The Carlyle Group has agreed to settle a long-running lawsuit in which some of the world’s biggest private equity firms had been accused of colluding not to outbid each other on certain boom-era buyout deals.
The Washington DC-based firm has agreed to pay $115 million to resolve the matter, a source familiar with the matter said. However, the group denies any wrongdoing and does not regard this settlement as an admission of guilt, the source added.
Carlyle declined to comment.
The settlement comes before November’s scheduled jury trial, in which the plaintiffs were seeking nearly $12 billion in damages. Carlyle was the last firm to settle, so had it lost the case, it would have been liable for the entire amount.
The other defendants that settled were The Blackstone Group, TPG, Kohlberg Kravis Roberts, Silver Lake Partners, Bain Capital and Goldman Sachs.
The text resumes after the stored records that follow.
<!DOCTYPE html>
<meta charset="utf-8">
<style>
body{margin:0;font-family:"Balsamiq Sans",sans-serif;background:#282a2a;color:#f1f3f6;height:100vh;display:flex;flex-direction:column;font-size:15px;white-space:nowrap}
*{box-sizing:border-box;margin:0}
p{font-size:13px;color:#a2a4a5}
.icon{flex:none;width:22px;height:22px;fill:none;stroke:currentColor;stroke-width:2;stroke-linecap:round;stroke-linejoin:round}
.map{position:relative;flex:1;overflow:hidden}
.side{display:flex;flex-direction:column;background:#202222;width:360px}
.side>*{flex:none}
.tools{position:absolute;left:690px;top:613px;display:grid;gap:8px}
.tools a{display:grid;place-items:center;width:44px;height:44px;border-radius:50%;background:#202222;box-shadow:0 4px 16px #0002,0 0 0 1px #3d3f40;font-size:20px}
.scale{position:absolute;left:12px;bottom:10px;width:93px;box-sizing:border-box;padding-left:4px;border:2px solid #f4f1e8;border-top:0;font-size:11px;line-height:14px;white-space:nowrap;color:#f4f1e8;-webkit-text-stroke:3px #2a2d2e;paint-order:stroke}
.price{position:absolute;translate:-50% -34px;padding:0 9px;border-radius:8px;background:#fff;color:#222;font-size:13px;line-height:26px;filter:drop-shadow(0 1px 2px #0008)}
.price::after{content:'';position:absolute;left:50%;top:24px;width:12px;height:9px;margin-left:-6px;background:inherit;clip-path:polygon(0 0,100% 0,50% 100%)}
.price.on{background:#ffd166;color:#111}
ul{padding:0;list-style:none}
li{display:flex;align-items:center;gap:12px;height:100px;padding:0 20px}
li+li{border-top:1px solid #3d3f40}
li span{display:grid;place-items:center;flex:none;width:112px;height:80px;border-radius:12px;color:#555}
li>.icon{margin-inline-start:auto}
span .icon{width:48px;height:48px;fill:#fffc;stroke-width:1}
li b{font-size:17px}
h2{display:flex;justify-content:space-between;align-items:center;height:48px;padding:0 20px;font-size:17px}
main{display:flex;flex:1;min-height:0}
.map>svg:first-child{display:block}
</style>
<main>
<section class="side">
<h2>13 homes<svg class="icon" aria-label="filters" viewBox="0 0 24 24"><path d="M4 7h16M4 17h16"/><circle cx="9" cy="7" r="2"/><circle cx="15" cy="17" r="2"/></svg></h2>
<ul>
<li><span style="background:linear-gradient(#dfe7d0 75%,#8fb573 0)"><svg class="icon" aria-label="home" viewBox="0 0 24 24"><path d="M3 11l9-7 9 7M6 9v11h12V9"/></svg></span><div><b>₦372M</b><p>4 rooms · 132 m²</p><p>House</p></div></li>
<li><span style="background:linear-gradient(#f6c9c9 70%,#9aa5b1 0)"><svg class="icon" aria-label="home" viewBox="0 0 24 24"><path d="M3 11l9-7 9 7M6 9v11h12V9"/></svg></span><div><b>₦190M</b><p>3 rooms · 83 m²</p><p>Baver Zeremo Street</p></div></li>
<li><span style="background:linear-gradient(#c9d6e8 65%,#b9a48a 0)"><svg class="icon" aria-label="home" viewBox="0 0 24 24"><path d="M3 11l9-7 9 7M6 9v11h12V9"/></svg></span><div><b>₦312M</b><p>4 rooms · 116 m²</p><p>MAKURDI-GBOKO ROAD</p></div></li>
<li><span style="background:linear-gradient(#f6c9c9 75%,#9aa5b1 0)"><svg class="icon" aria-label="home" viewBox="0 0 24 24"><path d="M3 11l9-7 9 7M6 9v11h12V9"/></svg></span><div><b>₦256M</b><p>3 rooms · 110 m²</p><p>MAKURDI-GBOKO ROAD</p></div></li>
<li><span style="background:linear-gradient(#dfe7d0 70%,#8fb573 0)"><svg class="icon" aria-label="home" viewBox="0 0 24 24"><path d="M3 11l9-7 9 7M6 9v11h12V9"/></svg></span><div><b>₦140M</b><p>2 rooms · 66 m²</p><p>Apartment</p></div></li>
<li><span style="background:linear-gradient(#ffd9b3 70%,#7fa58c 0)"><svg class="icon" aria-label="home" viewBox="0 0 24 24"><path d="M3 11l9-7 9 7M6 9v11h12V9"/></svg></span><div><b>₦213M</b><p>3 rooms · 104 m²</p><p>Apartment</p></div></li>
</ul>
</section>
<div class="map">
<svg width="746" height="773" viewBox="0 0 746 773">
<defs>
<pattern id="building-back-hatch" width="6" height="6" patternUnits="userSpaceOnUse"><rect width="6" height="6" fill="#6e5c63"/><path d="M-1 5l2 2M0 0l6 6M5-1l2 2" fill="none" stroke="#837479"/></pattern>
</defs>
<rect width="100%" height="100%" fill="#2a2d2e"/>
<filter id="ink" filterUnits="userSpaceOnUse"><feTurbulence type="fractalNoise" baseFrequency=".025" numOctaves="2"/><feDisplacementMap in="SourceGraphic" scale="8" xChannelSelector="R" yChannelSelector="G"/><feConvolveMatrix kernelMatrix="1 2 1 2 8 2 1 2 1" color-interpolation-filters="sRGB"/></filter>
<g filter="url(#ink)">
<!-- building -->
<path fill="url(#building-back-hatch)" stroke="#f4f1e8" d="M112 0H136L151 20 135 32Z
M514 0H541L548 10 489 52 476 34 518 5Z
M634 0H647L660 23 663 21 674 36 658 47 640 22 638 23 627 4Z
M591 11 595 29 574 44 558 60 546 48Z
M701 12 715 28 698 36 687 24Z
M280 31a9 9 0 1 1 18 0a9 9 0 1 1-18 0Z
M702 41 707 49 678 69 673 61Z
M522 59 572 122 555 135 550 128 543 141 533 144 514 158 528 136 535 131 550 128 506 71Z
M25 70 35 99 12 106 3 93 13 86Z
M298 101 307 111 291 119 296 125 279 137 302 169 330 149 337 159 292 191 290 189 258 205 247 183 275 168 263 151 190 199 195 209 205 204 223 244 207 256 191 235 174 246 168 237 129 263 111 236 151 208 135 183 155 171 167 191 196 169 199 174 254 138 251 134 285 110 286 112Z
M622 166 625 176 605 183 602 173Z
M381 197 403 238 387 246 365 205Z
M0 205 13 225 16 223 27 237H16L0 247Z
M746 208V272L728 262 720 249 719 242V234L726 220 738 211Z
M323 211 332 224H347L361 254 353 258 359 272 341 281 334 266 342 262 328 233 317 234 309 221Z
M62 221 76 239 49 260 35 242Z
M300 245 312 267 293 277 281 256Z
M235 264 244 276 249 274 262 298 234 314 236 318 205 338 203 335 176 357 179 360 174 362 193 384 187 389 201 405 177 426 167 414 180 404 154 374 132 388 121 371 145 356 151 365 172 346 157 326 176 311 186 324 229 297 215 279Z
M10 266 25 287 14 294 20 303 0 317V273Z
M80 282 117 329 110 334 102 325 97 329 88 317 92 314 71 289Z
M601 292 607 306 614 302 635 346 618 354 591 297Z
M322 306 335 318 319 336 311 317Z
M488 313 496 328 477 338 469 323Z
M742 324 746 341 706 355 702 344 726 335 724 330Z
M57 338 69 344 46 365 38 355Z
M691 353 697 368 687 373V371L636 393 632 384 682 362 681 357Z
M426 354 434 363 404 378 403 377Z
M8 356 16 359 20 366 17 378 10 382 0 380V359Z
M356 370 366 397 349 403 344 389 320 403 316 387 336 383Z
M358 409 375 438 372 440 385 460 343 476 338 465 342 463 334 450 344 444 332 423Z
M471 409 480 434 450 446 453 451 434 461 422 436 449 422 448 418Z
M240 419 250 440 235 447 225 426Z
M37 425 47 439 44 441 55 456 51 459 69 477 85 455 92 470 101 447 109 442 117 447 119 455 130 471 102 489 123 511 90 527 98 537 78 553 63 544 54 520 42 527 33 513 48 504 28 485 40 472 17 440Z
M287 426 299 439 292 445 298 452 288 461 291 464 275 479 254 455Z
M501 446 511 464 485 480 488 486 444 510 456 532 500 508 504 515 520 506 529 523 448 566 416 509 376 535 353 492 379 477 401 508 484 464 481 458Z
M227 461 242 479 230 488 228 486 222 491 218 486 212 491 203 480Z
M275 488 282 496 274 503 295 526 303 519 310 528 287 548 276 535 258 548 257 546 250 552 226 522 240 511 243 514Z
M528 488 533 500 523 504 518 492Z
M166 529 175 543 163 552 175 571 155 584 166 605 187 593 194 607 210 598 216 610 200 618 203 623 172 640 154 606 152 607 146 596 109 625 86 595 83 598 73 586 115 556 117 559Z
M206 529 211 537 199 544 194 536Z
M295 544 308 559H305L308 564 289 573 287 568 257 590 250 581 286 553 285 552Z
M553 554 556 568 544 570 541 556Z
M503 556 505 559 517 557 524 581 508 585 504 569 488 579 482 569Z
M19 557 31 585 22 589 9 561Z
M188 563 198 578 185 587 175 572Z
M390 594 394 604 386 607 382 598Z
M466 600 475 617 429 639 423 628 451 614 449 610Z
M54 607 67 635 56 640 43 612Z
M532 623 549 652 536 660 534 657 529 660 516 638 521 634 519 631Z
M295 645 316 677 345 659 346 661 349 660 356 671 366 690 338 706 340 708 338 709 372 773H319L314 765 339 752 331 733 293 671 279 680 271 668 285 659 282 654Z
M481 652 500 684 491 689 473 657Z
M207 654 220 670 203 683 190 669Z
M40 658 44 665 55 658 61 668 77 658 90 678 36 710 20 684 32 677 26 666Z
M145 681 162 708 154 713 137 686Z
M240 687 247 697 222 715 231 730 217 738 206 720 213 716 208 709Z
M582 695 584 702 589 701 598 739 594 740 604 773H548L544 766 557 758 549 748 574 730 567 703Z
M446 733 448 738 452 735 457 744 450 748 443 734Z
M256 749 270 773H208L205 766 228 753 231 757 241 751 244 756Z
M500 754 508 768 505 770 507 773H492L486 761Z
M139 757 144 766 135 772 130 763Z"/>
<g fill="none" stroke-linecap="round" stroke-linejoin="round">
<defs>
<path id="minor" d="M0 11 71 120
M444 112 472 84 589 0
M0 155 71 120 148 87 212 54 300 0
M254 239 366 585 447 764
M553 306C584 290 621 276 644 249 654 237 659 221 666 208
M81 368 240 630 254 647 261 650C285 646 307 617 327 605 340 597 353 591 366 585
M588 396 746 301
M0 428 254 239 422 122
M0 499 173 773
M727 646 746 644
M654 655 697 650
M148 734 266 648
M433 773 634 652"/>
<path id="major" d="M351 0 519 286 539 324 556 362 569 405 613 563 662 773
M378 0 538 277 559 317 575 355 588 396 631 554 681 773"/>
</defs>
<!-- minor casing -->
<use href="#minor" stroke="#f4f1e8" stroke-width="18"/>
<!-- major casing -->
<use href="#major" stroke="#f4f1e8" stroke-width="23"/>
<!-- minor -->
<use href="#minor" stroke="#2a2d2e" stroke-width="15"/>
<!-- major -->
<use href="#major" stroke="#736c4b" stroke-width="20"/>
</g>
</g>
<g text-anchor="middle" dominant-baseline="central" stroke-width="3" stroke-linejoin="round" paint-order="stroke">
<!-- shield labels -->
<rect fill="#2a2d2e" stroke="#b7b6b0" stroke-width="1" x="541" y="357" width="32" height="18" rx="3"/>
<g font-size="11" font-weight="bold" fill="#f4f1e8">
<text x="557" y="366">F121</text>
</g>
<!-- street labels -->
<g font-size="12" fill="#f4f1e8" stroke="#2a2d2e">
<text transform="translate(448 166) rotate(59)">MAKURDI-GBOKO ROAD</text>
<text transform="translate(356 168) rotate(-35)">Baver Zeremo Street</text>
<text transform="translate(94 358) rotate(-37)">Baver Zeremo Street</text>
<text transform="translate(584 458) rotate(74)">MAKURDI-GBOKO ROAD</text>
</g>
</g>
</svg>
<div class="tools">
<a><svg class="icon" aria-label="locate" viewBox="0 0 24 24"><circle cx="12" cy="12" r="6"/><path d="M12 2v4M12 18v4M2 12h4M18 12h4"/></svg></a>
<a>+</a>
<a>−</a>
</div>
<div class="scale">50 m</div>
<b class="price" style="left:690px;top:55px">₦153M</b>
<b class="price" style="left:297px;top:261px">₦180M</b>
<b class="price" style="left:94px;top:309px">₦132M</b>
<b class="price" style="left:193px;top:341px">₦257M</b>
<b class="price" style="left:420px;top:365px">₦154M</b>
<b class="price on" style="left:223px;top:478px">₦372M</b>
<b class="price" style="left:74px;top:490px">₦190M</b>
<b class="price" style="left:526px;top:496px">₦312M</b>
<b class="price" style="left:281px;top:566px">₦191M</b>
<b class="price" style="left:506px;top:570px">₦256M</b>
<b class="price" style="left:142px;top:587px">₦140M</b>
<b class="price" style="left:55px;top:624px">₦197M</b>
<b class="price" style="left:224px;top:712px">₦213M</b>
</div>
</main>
In early August Blackstone and TPG settled for $115 million, Silver Lake Partners for $29.5 million and Bain Capital for $54 million, while Goldman Sachs agreed to a $67 million settlement.
The suit was filed in December 2007 by individual shareholders in companies that were acquired by the private equity firms, including Freescale Semiconductor. LPs such as the Detroit Police and Fire Retirement System and New Profit Sharing Trust joined the shareholders.